Not everything went right for broadcasters during the Senate Commerce Committee’s vote on digital-television legislation Wednesday.
In a surprise, the panel voted 13-8 to order the FCC to recommend specific amounts of public interest programming, including election coverage.
The measure was sponsored by New Jersey Democrat Frank Lautenberg and attached to the DTV bill as an amendment.
Lautenberg said the FCC should set guidelines for locally originated, public affairs and independently produced programming that TV stations should air, guidelines it could refer to when deciding whether to renew licenses.

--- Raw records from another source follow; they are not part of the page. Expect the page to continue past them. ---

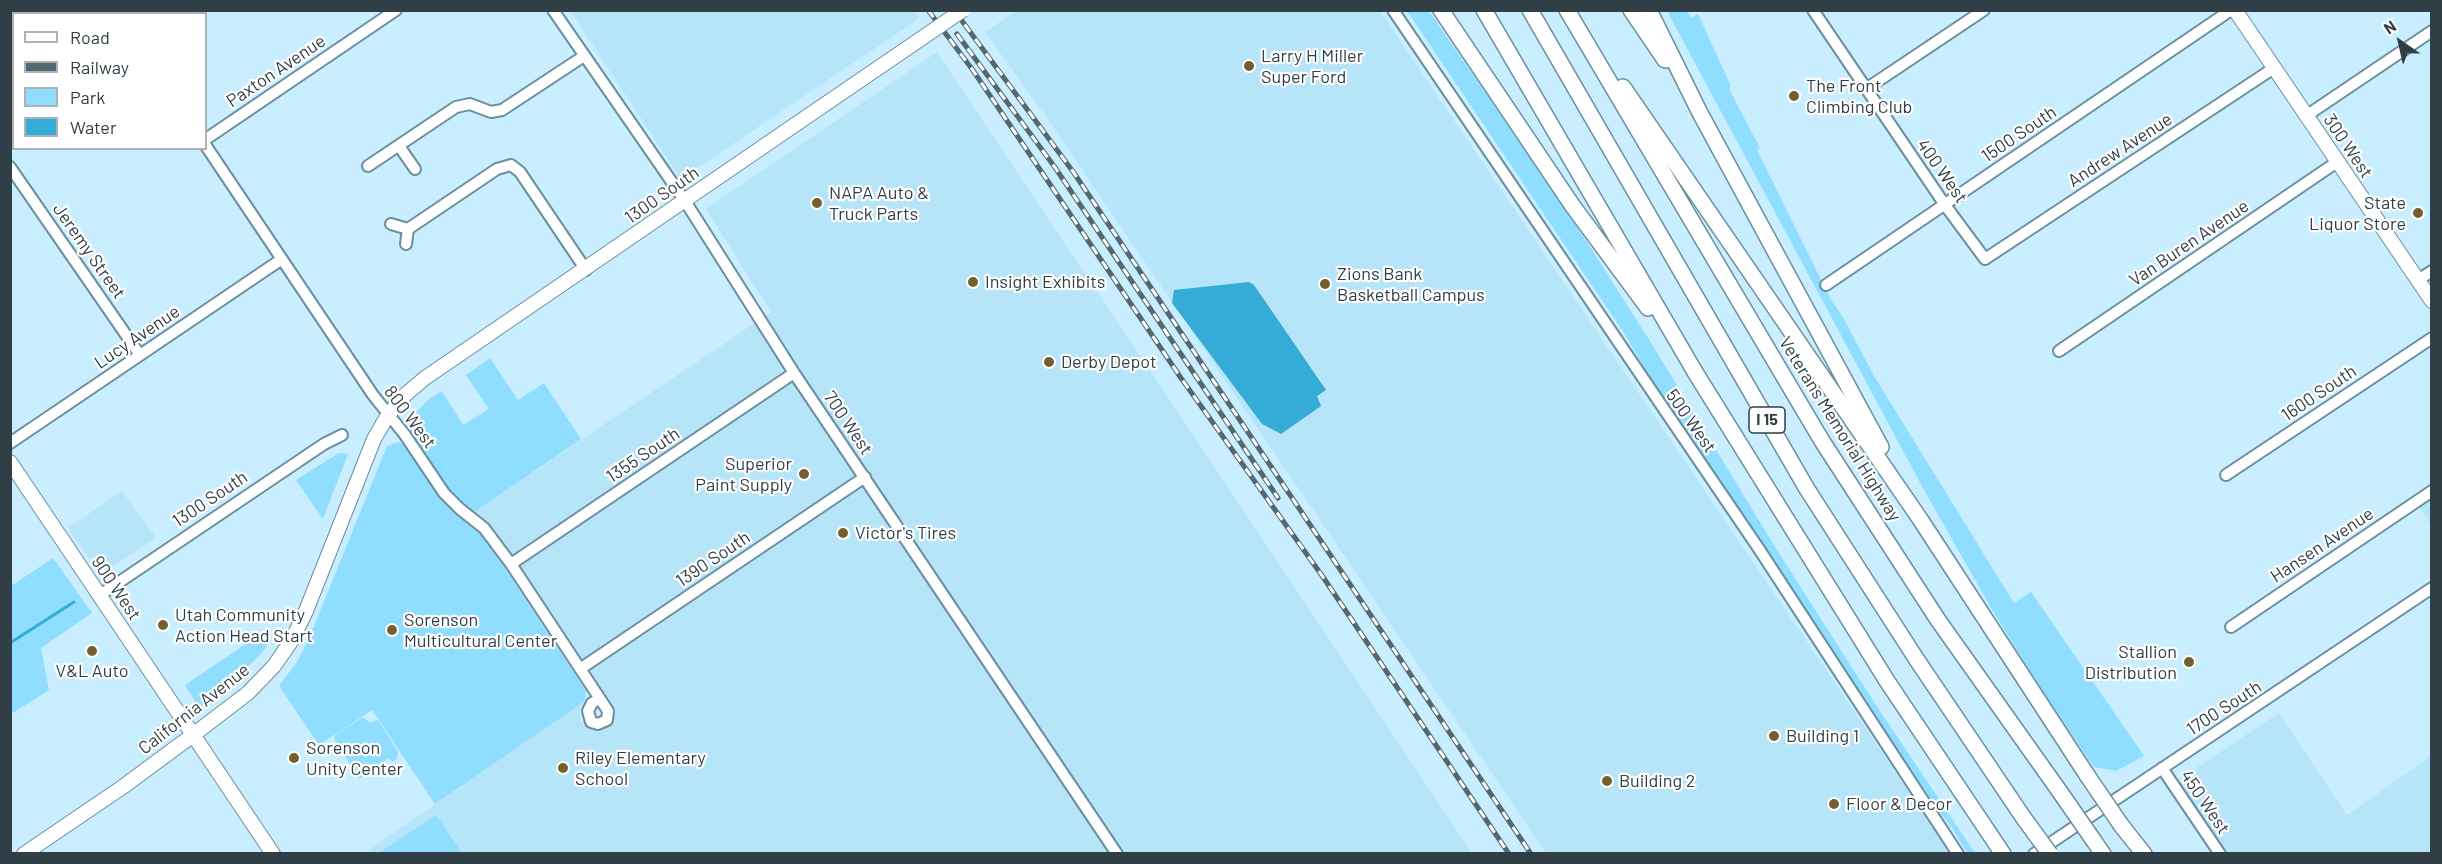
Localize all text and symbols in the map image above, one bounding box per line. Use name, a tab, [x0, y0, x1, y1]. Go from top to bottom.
legend	[12, 12, 207, 150]
north arrow	[2370, 12, 2430, 72]
text: N	[2380, 16, 2399, 38]
text: Road	[70, 26, 110, 48]
street label: Paxton Avenue	[222, 30, 330, 112]
place label: Larry H Miller Super Ford	[1261, 45, 1363, 88]
text: Railway	[70, 56, 129, 78]
marker: Larry H Miller Super Ford	[1242, 59, 1256, 73]
place label: The Front Climbing Club	[1806, 75, 1912, 118]
text: Park	[70, 86, 105, 108]
marker: The Front Climbing Club	[1787, 89, 1801, 103]
street label: 1500 South	[1977, 101, 2061, 167]
street label: Andrew Avenue	[2064, 108, 2176, 192]
street label: 300 West	[2319, 110, 2377, 182]
text: Water	[70, 116, 117, 138]
street label: 400 West	[1912, 135, 1972, 207]
street label: 1300 South	[621, 162, 703, 228]
place label: NAPA Auto & Truck Parts	[829, 182, 929, 224]
place label: State Liquor Store	[2309, 192, 2406, 234]
street label: Van Buren Avenue	[2125, 195, 2253, 291]
marker: NAPA Auto & Truck Parts	[810, 196, 824, 210]
street label: Jeremy Street	[48, 199, 130, 303]
marker: State Liquor Store	[2411, 206, 2425, 220]
place label: Zions Bank Basketball Campus	[1337, 263, 1485, 306]
place label: Insight Exhibits	[985, 271, 1105, 293]
marker: Insight Exhibits	[966, 275, 980, 289]
marker: Zions Bank Basketball Campus	[1318, 277, 1332, 291]
street label: Lucy Avenue	[90, 301, 184, 373]
street label: Veterans Memorial Highway	[1774, 333, 1906, 525]
place label: Derby Depot	[1061, 351, 1157, 373]
marker: Derby Depot	[1042, 355, 1056, 369]
street label: 1600 South	[2277, 360, 2361, 426]
street label: 800 West	[379, 381, 441, 453]
street label: 500 West	[1661, 385, 1721, 457]
street label: 700 West	[819, 387, 877, 459]
road number: I 15	[1749, 407, 1785, 433]
street label: 1355 South	[602, 423, 684, 487]
place label: Superior Paint Supply	[695, 453, 792, 496]
street label: 1300 South	[168, 466, 252, 532]
marker: Superior Paint Supply	[797, 467, 811, 481]
street label: Hansen Avenue	[2266, 503, 2378, 587]
place label: Victor's Tires	[855, 522, 956, 544]
street label: 1390 South	[672, 526, 754, 592]
marker: Victor's Tires	[836, 526, 850, 540]
street label: 900 West	[87, 552, 145, 624]
place label: Utah Community Action Head Start	[175, 604, 313, 646]
place label: Sorenson Multicultural Center	[404, 609, 557, 652]
marker: Utah Community Action Head Start	[156, 618, 170, 632]
marker: Sorenson Multicultural Center	[385, 623, 399, 637]
place label: Stallion Distribution	[2085, 641, 2177, 684]
marker: V&L Auto	[85, 644, 99, 658]
marker: Stallion Distribution	[2182, 655, 2196, 669]
street label: California Avenue	[134, 659, 254, 759]
place label: V&L Auto	[56, 660, 128, 682]
street label: 1700 South	[2182, 676, 2266, 740]
place label: Building 1	[1786, 725, 1859, 747]
marker: Building 1	[1767, 729, 1781, 743]
place label: Sorenson Unity Center	[306, 737, 403, 780]
place label: Riley Elementary School	[575, 747, 706, 789]
marker: Sorenson Unity Center	[287, 751, 301, 765]
marker: Riley Elementary School	[556, 761, 570, 775]
street label: 450 West	[2176, 766, 2234, 838]
place label: Building 2	[1619, 770, 1695, 792]
marker: Building 2	[1600, 774, 1614, 788]
place label: Floor & Decor	[1846, 793, 1952, 815]
marker: Floor & Decor	[1827, 797, 1841, 811]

Broadcasters have long argued against specific obligations as an infringement on their free-speech rights and insist most already meet their obligations without government quotas.

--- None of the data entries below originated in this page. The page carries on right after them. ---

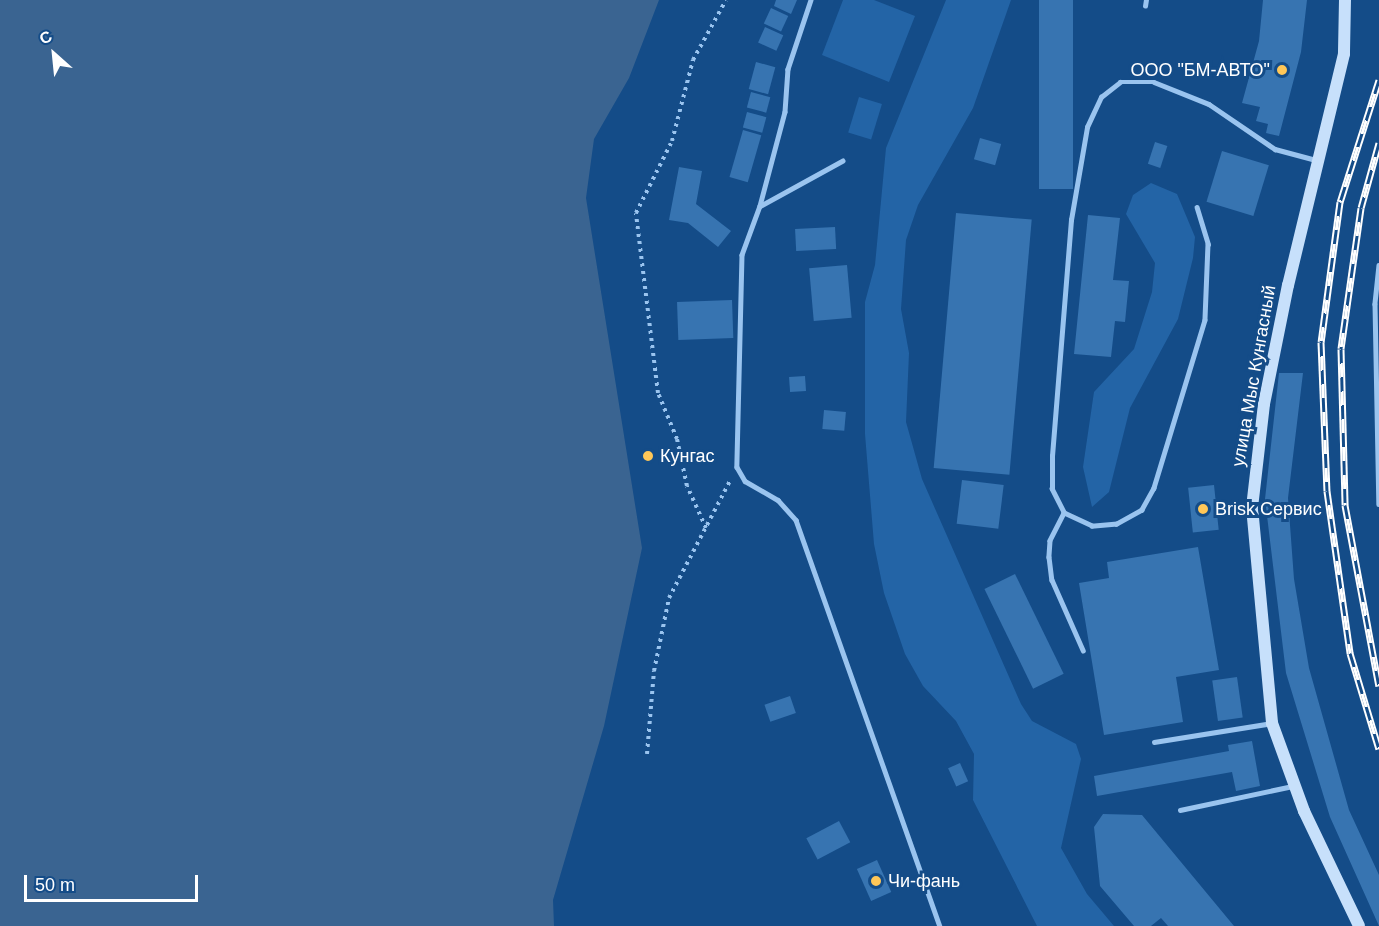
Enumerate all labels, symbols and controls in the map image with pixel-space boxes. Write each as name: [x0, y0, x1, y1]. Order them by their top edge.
north arrow: [24, 24, 84, 84]
text: С: [37, 27, 55, 48]
place label: ООО "БМ-АВТО": [1130, 59, 1270, 81]
marker: ООО "БМ-АВТО": [1275, 63, 1289, 77]
street label: улица Мыс Кунгасный: [1227, 284, 1281, 468]
place label: Кунгас: [660, 445, 715, 467]
marker: Кунгас: [641, 449, 655, 463]
place label: Brisk Сервис: [1215, 498, 1322, 520]
marker: Brisk Сервис: [1196, 502, 1210, 516]
scale bar: [27, 863, 201, 901]
place label: Чи-фань: [888, 870, 960, 892]
marker: Чи-фань: [869, 874, 883, 888]
text: 50 m: [35, 875, 75, 895]

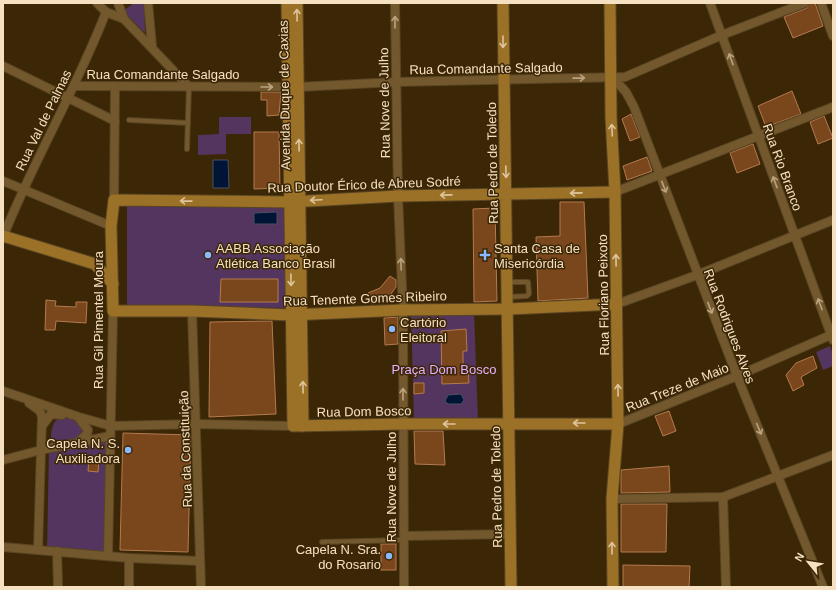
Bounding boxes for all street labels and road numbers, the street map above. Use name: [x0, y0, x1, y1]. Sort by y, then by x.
street label: Avenida Duque de Caxias: [276, 19, 293, 170]
street label: Rua Nove de Julho: [376, 48, 393, 158]
street label: Rua Comandante Salgado: [409, 60, 563, 77]
street label: Rua Val de Palmas: [13, 67, 75, 173]
street label: Rua Comandante Salgado: [86, 67, 240, 82]
street label: Rua Pedro de Toledo: [484, 102, 501, 224]
street label: Rua Rio Branco: [760, 121, 805, 213]
street label: Rua Doutor Érico de Abreu Sodré: [267, 174, 461, 195]
street label: Rua Floriano Peixoto: [595, 234, 612, 356]
street label: Rua Gil Pimentel Moura: [91, 250, 106, 389]
street label: Rua Rodrigues Alves: [701, 267, 758, 386]
street label: Rua Tenente Gomes Ribeiro: [283, 288, 447, 309]
street label: Rua Treze de Maio: [623, 360, 731, 415]
street label: Rua da Constituição: [176, 390, 195, 508]
street label: Rua Dom Bosco: [317, 403, 411, 420]
street label: Rua Pedro de Toledo: [488, 426, 505, 548]
street label: Rua Nove de Julho: [384, 432, 399, 542]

Democrats at the FCC, however, have been fighting to make public interest obligations a condition of granting broadcasters full cable carriage rights for the digital multicast channels and a factor in license renewals.

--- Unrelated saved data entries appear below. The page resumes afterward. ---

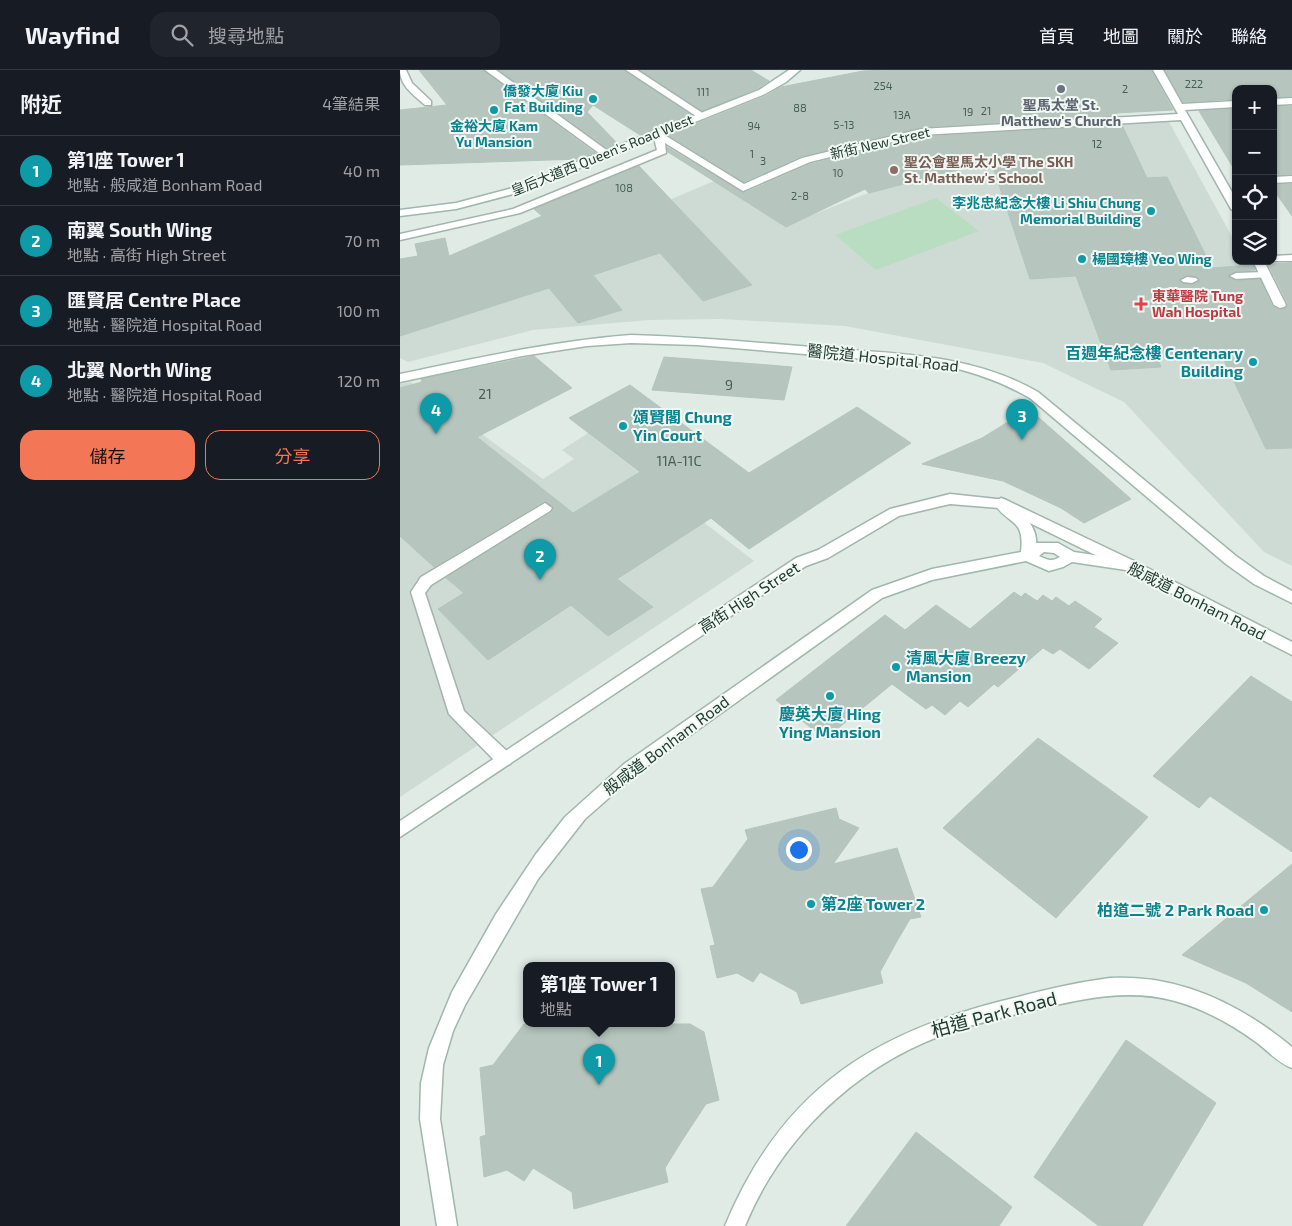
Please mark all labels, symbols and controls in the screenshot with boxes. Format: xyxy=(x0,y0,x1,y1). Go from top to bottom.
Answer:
search box xyxy=(150,12,500,57)
text: Wayfind xyxy=(25,20,120,49)
icon: search xyxy=(168,21,196,49)
text: 搜尋地點 xyxy=(208,24,284,47)
text: 首頁 xyxy=(1039,25,1075,47)
text: 地圖 xyxy=(1103,25,1139,47)
text: 關於 xyxy=(1167,25,1203,47)
text: 聯絡 xyxy=(1231,25,1267,47)
house number: 222 xyxy=(1185,77,1203,90)
house number: 254 xyxy=(874,79,893,92)
place label: 僑發大廈 Kiu Fat Building xyxy=(503,82,583,115)
house number: 2 xyxy=(1122,82,1128,95)
marker: 聖馬太堂 St. Matthew's Church xyxy=(1055,83,1067,95)
house number: 111 xyxy=(696,85,710,98)
map controls xyxy=(1232,85,1277,265)
button: + xyxy=(1232,85,1277,130)
text: 附近 xyxy=(20,91,62,116)
marker: 僑發大廈 Kiu Fat Building xyxy=(587,93,599,105)
text: 4筆結果 xyxy=(322,94,380,113)
place label: 聖馬太堂 St. Matthew's Church xyxy=(1001,96,1121,129)
house number: 88 xyxy=(793,101,807,114)
marker: 金裕大廈 Kam Yu Mansion xyxy=(488,104,500,116)
house number: 21 xyxy=(981,104,991,117)
house number: 19 xyxy=(963,105,973,118)
house number: 13A xyxy=(893,108,911,121)
street label: 皇后大道西 Queen's Road West xyxy=(508,110,695,199)
place label: 金裕大廈 Kam Yu Mansion xyxy=(450,117,538,150)
house number: 5-13 xyxy=(834,118,854,131)
house number: 94 xyxy=(747,119,761,132)
street label: 新街 New Street xyxy=(828,123,931,162)
button: − xyxy=(1232,130,1277,175)
house number: 12 xyxy=(1092,137,1102,150)
house number: 1 xyxy=(750,147,754,160)
text: 第1座 Tower 1 xyxy=(67,148,185,171)
place label: 聖公會聖馬太小學 The SKH St. Matthew's School xyxy=(904,153,1074,186)
house number: 3 xyxy=(760,154,766,167)
text: 1 xyxy=(33,161,39,180)
text: 40 m xyxy=(343,161,380,180)
marker: 聖公會聖馬太小學 The SKH St. Matthew's School xyxy=(888,164,900,176)
house number: 10 xyxy=(832,166,844,179)
text: 地點 · 般咸道 Bonham Road xyxy=(67,175,262,194)
button: locate xyxy=(1232,175,1277,220)
house number: 108 xyxy=(615,181,633,194)
house number: 2-8 xyxy=(791,189,809,202)
place label: 李兆忠紀念大樓 Li Shiu Chung Memorial Building xyxy=(952,194,1141,227)
marker: 李兆忠紀念大樓 Li Shiu Chung Memorial Building xyxy=(1145,205,1157,217)
text: 南翼 South Wing xyxy=(67,218,212,241)
button: layers xyxy=(1232,220,1277,265)
text: 2 xyxy=(31,231,41,250)
text: 70 m xyxy=(345,231,380,250)
text: 地點 · 高街 High Street xyxy=(67,245,226,264)
place label: 楊國璋樓 Yeo Wing xyxy=(1092,250,1212,267)
marker: 楊國璋樓 Yeo Wing xyxy=(1076,253,1088,265)
place label: 東華醫院 Tung Wah Hospital xyxy=(1152,287,1243,320)
text: 匯賢居 Centre Place xyxy=(67,288,241,311)
marker: 東華醫院 Tung Wah Hospital xyxy=(1134,297,1148,311)
text: 3 xyxy=(31,301,41,320)
text: 100 m xyxy=(337,301,380,320)
text: 地點 · 醫院道 Hospital Road xyxy=(67,315,262,334)
street label: 醫院道 Hospital Road xyxy=(806,340,960,375)
place label: 百週年紀念樓 Centenary Building xyxy=(1065,343,1244,380)
marker: 百週年紀念樓 Centenary Building xyxy=(1247,356,1259,368)
text: 北翼 North Wing xyxy=(67,358,212,381)
text: 4 xyxy=(31,371,41,390)
text: 120 m xyxy=(337,371,380,390)
house number: 9 xyxy=(725,376,733,393)
text: 地點 · 醫院道 Hospital Road xyxy=(67,385,262,404)
house number: 21 xyxy=(478,385,492,402)
pin: 4 xyxy=(420,393,452,434)
pin: 3 xyxy=(1006,399,1038,440)
place label: 頌賢閣 Chung Yin Court xyxy=(632,407,733,444)
marker: 頌賢閣 Chung Yin Court xyxy=(617,420,629,432)
button: 儲存 xyxy=(20,430,195,480)
button: 分享 xyxy=(205,430,380,480)
house number: 11A-11C xyxy=(657,452,701,469)
pin: 2 xyxy=(524,539,556,580)
street label: 高街 High Street xyxy=(695,557,803,636)
street label: 般咸道 Bonham Road xyxy=(1125,557,1269,644)
place label: 清風大廈 Breezy Mansion xyxy=(906,648,1026,685)
marker: 清風大廈 Breezy Mansion xyxy=(890,661,902,673)
marker: 慶英大廈 Hing Ying Mansion xyxy=(824,690,836,702)
street label: 般咸道 Bonham Road xyxy=(599,691,732,798)
place label: 慶英大廈 Hing Ying Mansion xyxy=(779,704,882,741)
your location xyxy=(786,837,812,863)
place label: 第2座 Tower 2 xyxy=(821,894,925,913)
marker: 第2座 Tower 2 xyxy=(805,898,817,910)
place label: 柏道二號 2 Park Road xyxy=(1097,900,1254,919)
marker: 柏道二號 2 Park Road xyxy=(1258,904,1270,916)
popup xyxy=(523,962,675,1027)
text: 第1座 Tower 1 xyxy=(540,972,658,995)
street label: 柏道 Park Road xyxy=(929,986,1059,1041)
text: 地點 xyxy=(540,999,572,1018)
pin: 1 xyxy=(583,1044,615,1085)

“It's time for the FCC to get the message,” said Commissioner Michael Copps. “People want more locally-originated programs, better campaign and public affairs coverage, and more independently-created programming instead of the nationalized, one-size-fits-all diet that big media foists upon us.”
Lautenberg did not elaborate on how the guidelines could be considered voluntary if compliance becomes an issue during renewals.
Pro-broadcaster lawmaker Conrad Burns, however, pointed out the inconsistency.
“Guidelines will become mandates pretty quickly,” he said.
However, Democrat Byron Dorgan captured the mood of most committee members, who had just voted to give stations a big break on their deadline for completing the DTV transition and feel the industry should give something back.
“Public interest obligations go back to the 1930s, what Sen. Lautenberg is requiring is minimal.” Another provision of the DTV bill would require the FCC to wrap up its own review of the need for public interest obligations by Jan. 1.
The bill also orders the FCC to decide digital broadcasters cable and satellite carriage rights by Jan. 1.